An international team of scientists has helped to unravel a longstanding mystery about how rare earth element deposits form underground – and sometimes seem to disappear without a trace.

Rare earth elements (REEs) are a set of 17 valuable chemical elements that are incredibly important in manufacturing technological devices, being used as critical raw materials in everything from smartphones to disk drives, wind turbines, satellites, electric vehicles, medical equipment, and more.

Although their name suggests they are rare, they can in fact be relatively abundant resources in Earth's crust; their scattershot dispersion makes them difficult to isolate and extract from under the surface, let alone in environmentally friendly ways.

Because of this, concentrated REE deposits are a highly coveted natural resource, and scientists are continually looking into devising new and better ways of finding and securing the valuable minerals.

In a new study led by geologist Michael Anenburg from Australian National University, researchers wanted to explore the chemical mechanisms by which REEs form under the surface, specifically in and around the igneous carbonatite rock closely associated with the elements.

"These rare rocks and their altered and weathered derivatives provide most of the world's REE," the researchers explain in their new paper.

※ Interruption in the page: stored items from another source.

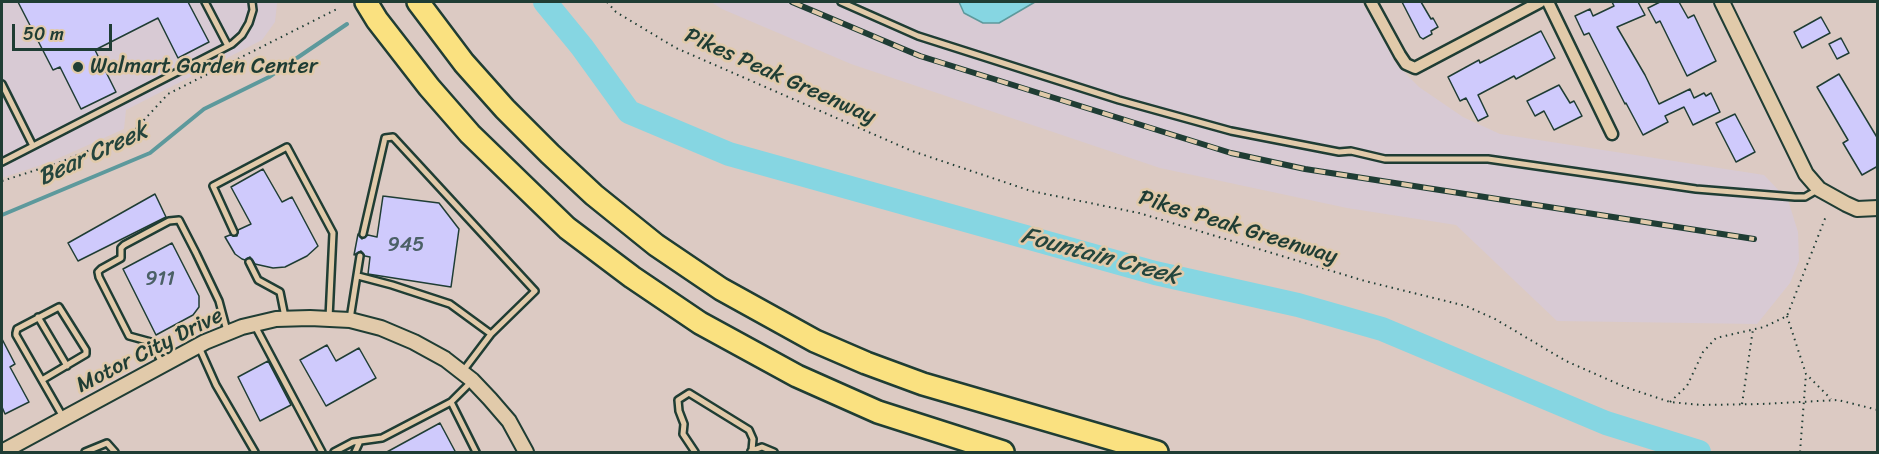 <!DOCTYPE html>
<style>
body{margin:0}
#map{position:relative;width:1879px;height:454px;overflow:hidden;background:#dccac3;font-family:Sriracha,sans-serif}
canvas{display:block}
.frame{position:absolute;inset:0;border:3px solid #1f3d34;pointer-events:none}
.scale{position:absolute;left:12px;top:24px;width:100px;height:27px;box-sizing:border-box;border:3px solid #1f3d34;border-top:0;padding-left:8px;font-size:18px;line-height:21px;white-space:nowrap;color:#1f3d34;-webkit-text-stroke:4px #e1caaa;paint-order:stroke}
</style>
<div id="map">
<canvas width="1879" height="454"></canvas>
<div class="frame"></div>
<div class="scale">50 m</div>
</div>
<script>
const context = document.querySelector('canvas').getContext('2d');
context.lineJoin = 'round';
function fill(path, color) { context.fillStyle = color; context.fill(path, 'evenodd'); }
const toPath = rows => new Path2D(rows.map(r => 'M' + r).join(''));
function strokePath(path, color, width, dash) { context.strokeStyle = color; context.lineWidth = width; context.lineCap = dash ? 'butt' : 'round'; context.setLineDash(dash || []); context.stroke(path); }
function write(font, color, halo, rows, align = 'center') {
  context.font = font + ' Sriracha,sans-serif'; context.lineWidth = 5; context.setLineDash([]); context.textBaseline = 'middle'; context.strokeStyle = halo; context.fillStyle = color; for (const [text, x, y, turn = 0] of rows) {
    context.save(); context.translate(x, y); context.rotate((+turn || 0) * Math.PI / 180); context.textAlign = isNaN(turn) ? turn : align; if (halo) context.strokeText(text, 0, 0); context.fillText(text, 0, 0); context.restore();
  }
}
const built = toPath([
 [2,2,277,2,277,4,275,22,262,40,126,110,124,129,50,162,2,178],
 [711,2,1362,2,1397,65,1419,87,1463,117,1500,134,1764,175,1788,200,1798,232,1799,261,1790,283,1757,324,1557,321,1456,225,1347,208,1160,168,851,64,722,9]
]);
const water = toPath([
 [959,2,1035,2,999,23,983,23,964,13,959,2]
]);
const stream = toPath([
 [2,215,150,153,204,109,269,77,347,24]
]);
const river = toPath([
 [545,2,582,47,629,112,729,154,1155,273,1298,305,1382,329,1606,423,1699,452]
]);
const building = toPath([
 [18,2,188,2,209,42,178,58,158,18,95,50,116,92,81,109,60,67,53,70,18,2],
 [1402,2,1421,2,1431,19,1433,18,1438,27,1431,31,1432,34,1423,39,1420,37,1402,2],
 [1612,2,1638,2,1645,15,1617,27,1645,75,1659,104,1690,89,1694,98,1704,93,1706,96,1711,93,1720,112,1693,125,1684,107,1665,116,1668,122,1643,135,1626,103,1625,104,1589,33,1584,35,1575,16,1590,9,1593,16,1614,6,1612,2],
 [1660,2,1679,2,1688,18,1694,15,1716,61,1687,76,1660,21,1656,23,1648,8,1660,2],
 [1821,17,1830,33,1802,48,1794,32,1821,17],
 [1541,31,1555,58,1516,79,1514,76,1478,95,1488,116,1478,121,1466,98,1460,101,1448,77,1479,60,1480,63,1541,31],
 [1841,38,1849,53,1837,59,1829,44,1841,38],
 [1839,74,1878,139,1878,166,1862,175,1843,143,1848,140,1817,87,1839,74],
 [1559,85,1570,103,1574,101,1582,116,1554,130,1544,111,1535,116,1527,101,1559,85],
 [1735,114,1755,152,1736,162,1716,123,1735,114],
 [263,169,282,202,292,197,318,246,307,256,285,267,273,268,255,264,250,257,245,260,242,259,235,254,225,237,230,235,237,236,238,230,251,224,231,187,263,169],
 [155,194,166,217,78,261,68,243,155,194],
 [383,196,439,203,459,229,451,287,368,274,370,257,365,256,361,251,354,255,358,234,362,239,368,235,377,237,383,196],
 [172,243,199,296,199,307,193,315,156,335,123,269,172,243],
 [2,339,15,364,10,367,29,402,5,414,2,407,2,339],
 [327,345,336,361,359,348,376,378,326,406,300,360,327,345],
 [268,361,291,405,260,421,238,377,268,361],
 [440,423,456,453,385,453,440,423]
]);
const path = toPath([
 [607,2,616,12,676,48,912,151,1031,191,1139,213,1365,281,1466,306,1495,319,1566,361,1625,387,1670,402,1701,405,1762,404,1838,400,1878,410],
 [2,181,58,163,132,133,168,94,337,9],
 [1787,316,1806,374,1831,399],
 [1670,402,1687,386,1703,352,1716,338,1764,327,1787,316,1826,216],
 [1742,404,1753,329],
 [1800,452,1806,374]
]);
const service = toPath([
 [205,2,228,46],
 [841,2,918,36,1119,100,1231,131,1339,152,1351,151,1385,159,1488,159,1696,189,1795,197,1805,197,1817,190],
 [2,84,33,146],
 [2,162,232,44,242,35,249,23,253,10,252,2],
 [234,232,213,186,287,147,333,233,329,318],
 [363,234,385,138,393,137,535,291,491,334,463,371],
 [249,262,258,280,280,292,285,317],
 [358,276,392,285,450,304,491,334],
 [38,317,67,366],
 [350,319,360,256],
 [254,324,322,452],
 [199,347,216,385,255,452],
 [163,365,151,342,129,336,99,277,98,272,101,269,121,258,121,248,124,245,169,221,179,220,196,253,219,301,227,331],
 [42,380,86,354,86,350,59,307,17,329,16,333,16,335,63,417],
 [451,402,476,452],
 [751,451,762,447,774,452],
 [85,452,107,443,115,452],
 [334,452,353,442,382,438,451,402,471,382],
 [355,452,360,441],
 [695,452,683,434,684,424,679,411,678,400,689,393,749,430,753,439,752,450]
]);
const minor = toPath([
 [1371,2,1400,55,1406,64,1415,68,1540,2],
 [1548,2,1612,134]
]);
const tertiary = toPath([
 [1722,2,1806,174,1819,189,1846,204,1857,209,1878,208],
 [2,452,205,342,242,327,276,319,310,318,350,320,381,328,414,342,445,359,472,380,490,399,509,421,526,452]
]);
const motorway = toPath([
 [366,2,377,20,429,87,470,134,567,228,632,277,700,323,797,376,878,412,1003,452],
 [418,2,464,63,505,109,550,154,594,195,656,245,721,289,815,341,866,363,923,384,1157,452]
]);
const rail = toPath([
 [792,2,920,56,1231,153,1305,169,1754,239]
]);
const markers = [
 [78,67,6,"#1f3d34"]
];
const numberNames = [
 ["945",406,246],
 ["911",160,280]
];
const poiNames = [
 ["Walmart Garden Center",90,67]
];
const streetNames = [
 ["Pikes Peak Greenway",780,77,24],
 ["Pikes Peak Greenway",1238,228,17],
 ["Motor City Drive",150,351,-27]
];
const waterNames = [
 ["Bear Creek",93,155,-25],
 ["Fountain Creek",1100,257,15]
];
fill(built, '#d8cad4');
fill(water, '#86d6e2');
strokePath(water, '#5d999c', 1.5);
strokePath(stream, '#5d999c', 4);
strokePath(river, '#86d6e2', 24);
fill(building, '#cfcafc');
strokePath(building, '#1f3d34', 1.5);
strokePath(service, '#1f3d34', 10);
strokePath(minor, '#1f3d34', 15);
strokePath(tertiary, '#1f3d34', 18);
strokePath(motorway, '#1f3d34', 26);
strokePath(path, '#1f3d34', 2, [1.5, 4.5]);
strokePath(service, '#e1caaa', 5);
strokePath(minor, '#e1caaa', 10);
strokePath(tertiary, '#e1caaa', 14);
strokePath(motorway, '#fae180', 21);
strokePath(rail, '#1f3d34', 6);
strokePath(rail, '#e1caaa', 4, [11]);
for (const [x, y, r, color] of markers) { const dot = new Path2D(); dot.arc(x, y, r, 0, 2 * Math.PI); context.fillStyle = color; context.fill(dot); strokePath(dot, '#e1caaa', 2); }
write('20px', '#4b6066', null, numberNames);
write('22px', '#1f3d34', '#e1caaa', poiNames, 'left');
write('22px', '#1f3d34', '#e1caaa', streetNames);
write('italic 24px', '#24453d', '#e1caaa', waterNames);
</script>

"No unified model explains all features of carbonatite-associated REE deposits, strongly impairing exploration required to secure future supply."

To investigate the mineralisation processes behind carbonatite-associated REE deposits, Anenburg and his team simulated what happens when carbonatite rock heats up under high pressure, before cooling and depressurising much like it would in natural magmatic processes.

Putting small amounts of synthetic carbonatite into silver or nickel capsules in a piston-cylinder apparatus, the researchers subjected the samples to temperatures of up to 1,200 °C (2,192 °F) at pressures up to 2.5 gigapascals (GPa), before gradually decompressing and cooling them down to 200 °C (392 °F) and 0.2 GPa.

"The aim was to understand what concentrates REE from an entire carbonatite body to a high grade localised deposit," Anenburg explained on his Twitter account.

"So we decided let's put a carbonatite in a capsule and test it ourselves."

Before now, it had been thought that certain ligands – molecules capable of binding to REEs, including chlorine and fluorine – were necessary to make REEs soluble, capable of mobilising the chemicals into crystallised concentrations capable of extraction.

But that's not what the experiment showed. Instead, the results suggest that alkaline chemicals are required for REE transport in and around carbonatites as a precursor for economic-grade mineralisation, with the experiment showing that sodium and potassium helped to render the REEs soluble.

According to the researchers, alkali-bearing carbonatites are capable of forming REE-rich fluids that can migrate long distances in magmatic-like conditions, while retaining high REE solubilities.

Of course, just because we've seen this in lab conditions, doesn't necessarily mean we'd observe the same exact reactions in the open systems of nature, in which the presence of water and all other sorts of chemicals in the environment could change things.

Still, it's a step forward, and one that overhauls our knowledge on the background processes involved in REE formation and concentration.

"This is an elegant solution that helps us understand better where 'heavy' rare earths like dysprosium and 'light' rare earths like neodymium may be concentrated in and around carbonatite intrusions," explains senior author and geologist Frances Wall from the University of Exeter in the UK.

"We were always looking for evidence of chloride-bearing solutions but failing to find it. These results give us new ideas."

The findings are reported in Science Advances.